Oleh karena itu, jika suatu tanah masih menunjukkan tanda produktivitas serta tanda kepemilikan (sertifikat), seperti adanya tanaman yang dirawat dengan alasan apapun, maka tanah tersebut harus dilindungi. Fungsinya harus diperkuat sesuai potensi awalnya, bukan dialihkan untuk kepentingan industri ekstraktif seperti pertambangan. Peran pemerintah justru seharusnya membangun industri pendukung yang memperkuat ketahanan pangan dan nilai tambah dari kekayaan lokal tersebut, misalnya dengan membangun pabrik pengolahan hasil pertanian atau pasar modern yang mempertemukan petani langsung dengan konsumen, dengan kata lain mendatangkan berbagai investor dan membuat Gudang untuk menampung hasil pertanian kita. bukan menggantinya dengan tambang yang justru sering merusak lingkungan dan mata pencaharian berkelanjutan.

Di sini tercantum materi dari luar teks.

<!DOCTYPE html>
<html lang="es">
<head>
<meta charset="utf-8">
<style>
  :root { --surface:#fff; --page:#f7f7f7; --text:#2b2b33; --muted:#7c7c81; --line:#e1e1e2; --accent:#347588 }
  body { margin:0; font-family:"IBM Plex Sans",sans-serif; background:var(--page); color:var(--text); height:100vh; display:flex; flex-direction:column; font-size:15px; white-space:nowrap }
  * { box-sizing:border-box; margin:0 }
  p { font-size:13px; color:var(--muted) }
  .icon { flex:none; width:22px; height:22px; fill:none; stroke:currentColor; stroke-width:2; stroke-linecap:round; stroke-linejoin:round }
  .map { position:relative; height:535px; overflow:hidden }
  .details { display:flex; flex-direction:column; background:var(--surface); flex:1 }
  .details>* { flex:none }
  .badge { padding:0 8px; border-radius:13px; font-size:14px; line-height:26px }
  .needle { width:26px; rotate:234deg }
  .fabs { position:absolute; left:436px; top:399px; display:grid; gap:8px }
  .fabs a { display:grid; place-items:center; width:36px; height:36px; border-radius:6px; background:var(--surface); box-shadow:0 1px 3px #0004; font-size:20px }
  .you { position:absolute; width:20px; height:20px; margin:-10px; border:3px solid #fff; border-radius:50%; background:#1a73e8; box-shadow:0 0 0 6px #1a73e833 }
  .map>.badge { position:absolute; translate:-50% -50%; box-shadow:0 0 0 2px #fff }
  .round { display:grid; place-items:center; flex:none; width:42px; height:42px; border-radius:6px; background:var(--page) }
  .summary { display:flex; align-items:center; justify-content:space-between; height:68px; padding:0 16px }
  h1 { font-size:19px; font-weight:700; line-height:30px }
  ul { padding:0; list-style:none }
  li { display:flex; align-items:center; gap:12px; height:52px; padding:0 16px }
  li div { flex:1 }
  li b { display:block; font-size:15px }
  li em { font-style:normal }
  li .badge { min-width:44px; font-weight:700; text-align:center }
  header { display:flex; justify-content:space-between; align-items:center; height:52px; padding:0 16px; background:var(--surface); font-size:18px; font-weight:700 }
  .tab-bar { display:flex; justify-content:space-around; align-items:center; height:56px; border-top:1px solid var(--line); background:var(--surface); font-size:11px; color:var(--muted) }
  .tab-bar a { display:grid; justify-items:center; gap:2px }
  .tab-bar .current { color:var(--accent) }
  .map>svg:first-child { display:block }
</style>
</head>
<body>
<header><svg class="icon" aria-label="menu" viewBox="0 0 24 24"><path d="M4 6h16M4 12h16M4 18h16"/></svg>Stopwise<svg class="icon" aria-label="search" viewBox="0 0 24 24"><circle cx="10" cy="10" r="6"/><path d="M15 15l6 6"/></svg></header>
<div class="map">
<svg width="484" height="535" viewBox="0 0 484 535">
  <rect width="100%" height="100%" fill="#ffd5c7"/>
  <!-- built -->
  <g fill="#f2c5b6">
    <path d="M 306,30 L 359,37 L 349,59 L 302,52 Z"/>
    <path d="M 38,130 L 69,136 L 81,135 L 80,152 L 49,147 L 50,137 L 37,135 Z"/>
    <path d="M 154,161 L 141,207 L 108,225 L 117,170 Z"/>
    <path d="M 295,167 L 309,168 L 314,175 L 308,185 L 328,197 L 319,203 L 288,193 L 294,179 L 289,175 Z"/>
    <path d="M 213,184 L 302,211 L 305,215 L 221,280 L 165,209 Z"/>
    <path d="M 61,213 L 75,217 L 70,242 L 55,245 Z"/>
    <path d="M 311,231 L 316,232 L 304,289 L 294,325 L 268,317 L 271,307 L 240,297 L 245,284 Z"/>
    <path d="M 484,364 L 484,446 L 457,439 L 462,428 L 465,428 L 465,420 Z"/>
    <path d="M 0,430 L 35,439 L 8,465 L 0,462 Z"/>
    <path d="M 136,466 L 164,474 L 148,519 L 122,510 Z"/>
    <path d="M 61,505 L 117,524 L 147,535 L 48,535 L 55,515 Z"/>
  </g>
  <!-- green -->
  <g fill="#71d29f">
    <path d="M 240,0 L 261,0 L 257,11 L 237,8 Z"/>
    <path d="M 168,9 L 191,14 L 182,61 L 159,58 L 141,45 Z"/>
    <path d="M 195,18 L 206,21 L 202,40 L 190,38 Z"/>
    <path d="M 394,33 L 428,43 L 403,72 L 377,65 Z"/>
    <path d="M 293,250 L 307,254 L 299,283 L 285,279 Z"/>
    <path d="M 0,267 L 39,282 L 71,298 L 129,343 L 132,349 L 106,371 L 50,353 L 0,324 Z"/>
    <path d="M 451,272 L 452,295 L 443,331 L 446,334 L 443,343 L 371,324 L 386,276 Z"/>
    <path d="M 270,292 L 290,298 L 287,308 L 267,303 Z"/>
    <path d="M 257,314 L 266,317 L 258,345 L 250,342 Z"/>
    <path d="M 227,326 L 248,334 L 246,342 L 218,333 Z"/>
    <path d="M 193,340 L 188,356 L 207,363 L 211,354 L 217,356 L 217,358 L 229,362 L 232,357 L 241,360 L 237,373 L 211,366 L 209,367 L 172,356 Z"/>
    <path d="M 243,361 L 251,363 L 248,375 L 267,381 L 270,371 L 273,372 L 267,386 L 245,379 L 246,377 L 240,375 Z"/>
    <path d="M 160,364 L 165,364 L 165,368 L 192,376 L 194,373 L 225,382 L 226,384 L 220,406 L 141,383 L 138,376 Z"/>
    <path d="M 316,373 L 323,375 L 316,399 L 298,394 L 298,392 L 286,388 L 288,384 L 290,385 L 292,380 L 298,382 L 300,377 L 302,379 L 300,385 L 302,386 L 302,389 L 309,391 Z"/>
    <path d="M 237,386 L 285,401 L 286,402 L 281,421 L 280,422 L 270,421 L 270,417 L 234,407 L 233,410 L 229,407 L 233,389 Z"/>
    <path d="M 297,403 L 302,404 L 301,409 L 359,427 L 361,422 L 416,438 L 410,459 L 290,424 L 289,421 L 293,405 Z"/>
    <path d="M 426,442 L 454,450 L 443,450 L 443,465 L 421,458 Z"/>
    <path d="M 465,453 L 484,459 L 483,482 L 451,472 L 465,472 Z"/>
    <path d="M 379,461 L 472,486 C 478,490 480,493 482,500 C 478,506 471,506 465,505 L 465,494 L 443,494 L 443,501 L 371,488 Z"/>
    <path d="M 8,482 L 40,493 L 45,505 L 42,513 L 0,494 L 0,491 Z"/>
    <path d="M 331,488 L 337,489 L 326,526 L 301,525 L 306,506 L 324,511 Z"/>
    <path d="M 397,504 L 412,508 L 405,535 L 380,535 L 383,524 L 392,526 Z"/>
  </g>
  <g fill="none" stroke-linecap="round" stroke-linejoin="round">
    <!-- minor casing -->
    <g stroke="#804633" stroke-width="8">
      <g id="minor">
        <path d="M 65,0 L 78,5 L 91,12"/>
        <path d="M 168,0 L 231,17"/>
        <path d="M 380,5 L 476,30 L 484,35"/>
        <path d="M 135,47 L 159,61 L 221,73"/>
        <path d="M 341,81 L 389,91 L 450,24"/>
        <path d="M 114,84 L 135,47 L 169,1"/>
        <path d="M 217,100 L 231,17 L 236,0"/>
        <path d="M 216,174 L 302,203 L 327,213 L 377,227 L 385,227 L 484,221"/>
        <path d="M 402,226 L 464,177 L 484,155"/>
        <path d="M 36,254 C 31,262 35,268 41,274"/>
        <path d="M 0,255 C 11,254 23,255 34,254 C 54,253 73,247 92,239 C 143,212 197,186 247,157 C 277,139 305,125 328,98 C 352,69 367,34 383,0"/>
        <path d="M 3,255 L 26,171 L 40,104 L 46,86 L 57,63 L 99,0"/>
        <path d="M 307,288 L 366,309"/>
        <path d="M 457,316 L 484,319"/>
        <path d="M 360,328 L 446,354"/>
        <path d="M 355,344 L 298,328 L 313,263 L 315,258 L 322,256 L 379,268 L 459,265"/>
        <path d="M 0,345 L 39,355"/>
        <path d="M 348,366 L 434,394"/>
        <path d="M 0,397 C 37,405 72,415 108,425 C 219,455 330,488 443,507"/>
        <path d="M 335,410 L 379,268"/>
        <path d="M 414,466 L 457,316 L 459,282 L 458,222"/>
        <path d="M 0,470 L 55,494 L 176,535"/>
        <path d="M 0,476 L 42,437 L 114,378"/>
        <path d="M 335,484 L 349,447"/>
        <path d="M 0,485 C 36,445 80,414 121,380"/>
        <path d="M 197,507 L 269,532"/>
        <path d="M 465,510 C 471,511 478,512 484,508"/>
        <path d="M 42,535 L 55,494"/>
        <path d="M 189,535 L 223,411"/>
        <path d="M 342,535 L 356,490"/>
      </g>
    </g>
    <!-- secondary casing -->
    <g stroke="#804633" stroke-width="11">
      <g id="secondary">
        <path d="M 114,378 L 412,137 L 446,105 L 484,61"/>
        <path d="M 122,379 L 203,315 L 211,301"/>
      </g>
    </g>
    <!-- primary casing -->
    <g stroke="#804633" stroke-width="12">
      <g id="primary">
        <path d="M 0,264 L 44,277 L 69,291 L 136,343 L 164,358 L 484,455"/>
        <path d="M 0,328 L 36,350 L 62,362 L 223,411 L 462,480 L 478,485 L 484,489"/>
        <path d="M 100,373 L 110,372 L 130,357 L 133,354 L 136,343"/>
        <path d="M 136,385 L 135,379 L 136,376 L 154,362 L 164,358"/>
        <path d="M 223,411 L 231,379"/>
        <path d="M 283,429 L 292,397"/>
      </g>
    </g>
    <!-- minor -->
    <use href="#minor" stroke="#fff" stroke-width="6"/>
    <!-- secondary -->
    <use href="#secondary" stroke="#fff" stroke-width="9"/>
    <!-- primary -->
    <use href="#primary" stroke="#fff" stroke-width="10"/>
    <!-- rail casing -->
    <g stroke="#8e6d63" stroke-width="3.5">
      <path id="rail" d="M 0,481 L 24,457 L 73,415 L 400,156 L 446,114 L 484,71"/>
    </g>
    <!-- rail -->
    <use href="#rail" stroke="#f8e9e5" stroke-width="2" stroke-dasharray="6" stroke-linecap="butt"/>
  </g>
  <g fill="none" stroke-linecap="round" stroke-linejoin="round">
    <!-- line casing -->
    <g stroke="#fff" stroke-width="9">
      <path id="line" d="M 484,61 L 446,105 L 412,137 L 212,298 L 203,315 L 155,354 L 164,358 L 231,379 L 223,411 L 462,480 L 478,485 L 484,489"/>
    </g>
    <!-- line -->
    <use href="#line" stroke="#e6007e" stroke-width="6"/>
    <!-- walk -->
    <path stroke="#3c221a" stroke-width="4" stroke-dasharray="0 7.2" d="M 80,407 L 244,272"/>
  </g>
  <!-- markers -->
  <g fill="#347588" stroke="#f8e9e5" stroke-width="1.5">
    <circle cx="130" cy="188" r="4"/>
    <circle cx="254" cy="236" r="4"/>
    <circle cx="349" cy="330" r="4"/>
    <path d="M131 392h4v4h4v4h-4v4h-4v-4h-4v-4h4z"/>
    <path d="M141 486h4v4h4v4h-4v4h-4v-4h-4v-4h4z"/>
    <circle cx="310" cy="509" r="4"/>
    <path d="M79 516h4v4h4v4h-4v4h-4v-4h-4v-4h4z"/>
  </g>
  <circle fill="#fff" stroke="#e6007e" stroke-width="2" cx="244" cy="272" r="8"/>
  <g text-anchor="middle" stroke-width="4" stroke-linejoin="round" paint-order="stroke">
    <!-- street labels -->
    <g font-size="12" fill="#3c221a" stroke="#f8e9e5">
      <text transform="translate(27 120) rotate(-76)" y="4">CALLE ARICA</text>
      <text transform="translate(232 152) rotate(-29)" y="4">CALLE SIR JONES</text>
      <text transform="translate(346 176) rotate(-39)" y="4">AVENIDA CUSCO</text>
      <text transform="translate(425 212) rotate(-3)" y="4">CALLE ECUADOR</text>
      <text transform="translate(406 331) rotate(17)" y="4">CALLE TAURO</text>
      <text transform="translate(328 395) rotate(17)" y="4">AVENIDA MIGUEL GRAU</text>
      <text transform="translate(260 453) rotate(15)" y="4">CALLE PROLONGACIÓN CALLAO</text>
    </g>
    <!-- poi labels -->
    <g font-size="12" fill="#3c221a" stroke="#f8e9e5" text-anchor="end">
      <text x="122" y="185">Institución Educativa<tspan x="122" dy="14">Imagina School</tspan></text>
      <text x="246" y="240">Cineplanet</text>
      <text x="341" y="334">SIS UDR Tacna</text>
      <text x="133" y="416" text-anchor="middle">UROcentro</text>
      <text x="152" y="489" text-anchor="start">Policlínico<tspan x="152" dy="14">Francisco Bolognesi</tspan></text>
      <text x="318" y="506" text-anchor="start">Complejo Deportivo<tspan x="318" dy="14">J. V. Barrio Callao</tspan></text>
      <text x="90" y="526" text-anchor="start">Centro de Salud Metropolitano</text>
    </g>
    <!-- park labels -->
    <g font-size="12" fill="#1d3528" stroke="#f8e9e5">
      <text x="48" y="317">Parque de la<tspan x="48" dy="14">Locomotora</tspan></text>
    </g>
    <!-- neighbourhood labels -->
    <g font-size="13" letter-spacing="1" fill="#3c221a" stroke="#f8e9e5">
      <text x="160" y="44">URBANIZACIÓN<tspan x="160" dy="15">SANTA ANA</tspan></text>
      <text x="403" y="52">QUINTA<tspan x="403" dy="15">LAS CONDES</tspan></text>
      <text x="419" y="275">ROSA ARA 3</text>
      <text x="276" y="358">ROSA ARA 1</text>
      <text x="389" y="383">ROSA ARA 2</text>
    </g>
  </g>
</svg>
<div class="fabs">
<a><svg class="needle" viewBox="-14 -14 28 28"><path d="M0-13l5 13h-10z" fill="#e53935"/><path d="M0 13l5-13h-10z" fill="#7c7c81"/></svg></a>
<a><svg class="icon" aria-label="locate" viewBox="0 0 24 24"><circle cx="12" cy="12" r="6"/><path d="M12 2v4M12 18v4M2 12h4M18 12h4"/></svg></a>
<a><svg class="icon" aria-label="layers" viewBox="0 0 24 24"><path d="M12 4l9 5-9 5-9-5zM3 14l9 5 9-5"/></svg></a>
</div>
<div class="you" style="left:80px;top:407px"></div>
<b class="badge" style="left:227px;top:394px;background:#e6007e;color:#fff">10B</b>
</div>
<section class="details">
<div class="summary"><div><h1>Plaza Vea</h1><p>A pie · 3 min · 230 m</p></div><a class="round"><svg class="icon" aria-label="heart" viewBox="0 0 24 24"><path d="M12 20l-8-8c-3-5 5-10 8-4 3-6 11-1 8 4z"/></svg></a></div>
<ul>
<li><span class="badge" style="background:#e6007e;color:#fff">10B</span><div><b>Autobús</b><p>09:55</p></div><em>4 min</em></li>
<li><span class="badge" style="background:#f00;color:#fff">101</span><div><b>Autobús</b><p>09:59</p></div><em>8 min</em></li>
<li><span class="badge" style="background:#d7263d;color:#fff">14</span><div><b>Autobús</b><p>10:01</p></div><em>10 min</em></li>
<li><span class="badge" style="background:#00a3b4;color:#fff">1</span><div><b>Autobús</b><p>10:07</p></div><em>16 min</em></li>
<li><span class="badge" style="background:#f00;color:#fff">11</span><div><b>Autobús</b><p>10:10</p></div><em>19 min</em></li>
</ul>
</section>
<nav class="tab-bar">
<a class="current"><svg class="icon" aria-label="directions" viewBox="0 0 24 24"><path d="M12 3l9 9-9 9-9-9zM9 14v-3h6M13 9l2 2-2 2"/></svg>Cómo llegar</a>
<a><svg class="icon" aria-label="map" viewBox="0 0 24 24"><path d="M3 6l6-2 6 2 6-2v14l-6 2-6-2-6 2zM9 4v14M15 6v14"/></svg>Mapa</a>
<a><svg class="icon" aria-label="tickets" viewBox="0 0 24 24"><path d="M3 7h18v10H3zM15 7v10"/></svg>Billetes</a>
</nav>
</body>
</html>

Dengan kata lain tambang yang telah terlanjur beroperasi silahkan beroperasi dengan tanggung jawab sosial dan tetap menjaga serta sesuai dengan pemetaan kawasan yang suatu saat tidak merugikan masyarakat, apalagi sampai harus meninggalkan tanah kelahirannya hanya karna alasan pengelolaan kekayaan bumi. Karna pengelolaan kekayaan bumi pada prinsipnya untuk memastikan keberlanjutan kehidupan manusia bukan malah sebaliknya.

Krisis narasi dan kebijakan berpotensi merugikan rakyat ini diperparah oleh dua fenomena lain yang semakin menggerus kepercayaan publik, maraknya praktik pemalsuan (oplosan) dan perilaku para wakil rakyat yang tidak mencerminkan aspirasi konstituennya.

Praktik oplosan, dari minyak goreng, BBM, beras, hingga biskuit balita, adalah kejahatan yang sangat keji dan mencerminkan bobroknya moralitas ekonomi. Tindakan ini bukan hanya merugikan secara materi, tetapi juga membahayakan nyawa dan kesehatan publik. Maraknya praktik ini menunjukkan lemahnya pengawasan dan penegakan hukum di sektor peredaran barang. Dalam situasi ekonomi yang sulit, di mana daya beli masyarakat melemah, permintaan terhadap barang murah meningkat, dan celah untuk praktik kriminal seperti ini semakin terbuka. Ini adalah bentuk nyata ketidakadilan yang dirasakan langsung oleh rakyat kecil.

Di level yang lebih tinggi, DPR sebagai lembaga perwakilan rakyat seharusnya menjadi penyalur aspirasi dan pengawas pemerintah. Namun, yang sering kali ditampilkan di media justru adalah pertunjukkan kekayaan dan gaya hidup mewah yang tidak mencerminkan penderitaan rakyat. Respon mereka terhadap isu-isu sensitif seringkali menggunakan bahasa yang tidak objektif, defensif, dan arogan. Alih-alih menjadi penenang, pernyataan mereka justru kerap menjadi bensin yang memicu kebakaran sosial.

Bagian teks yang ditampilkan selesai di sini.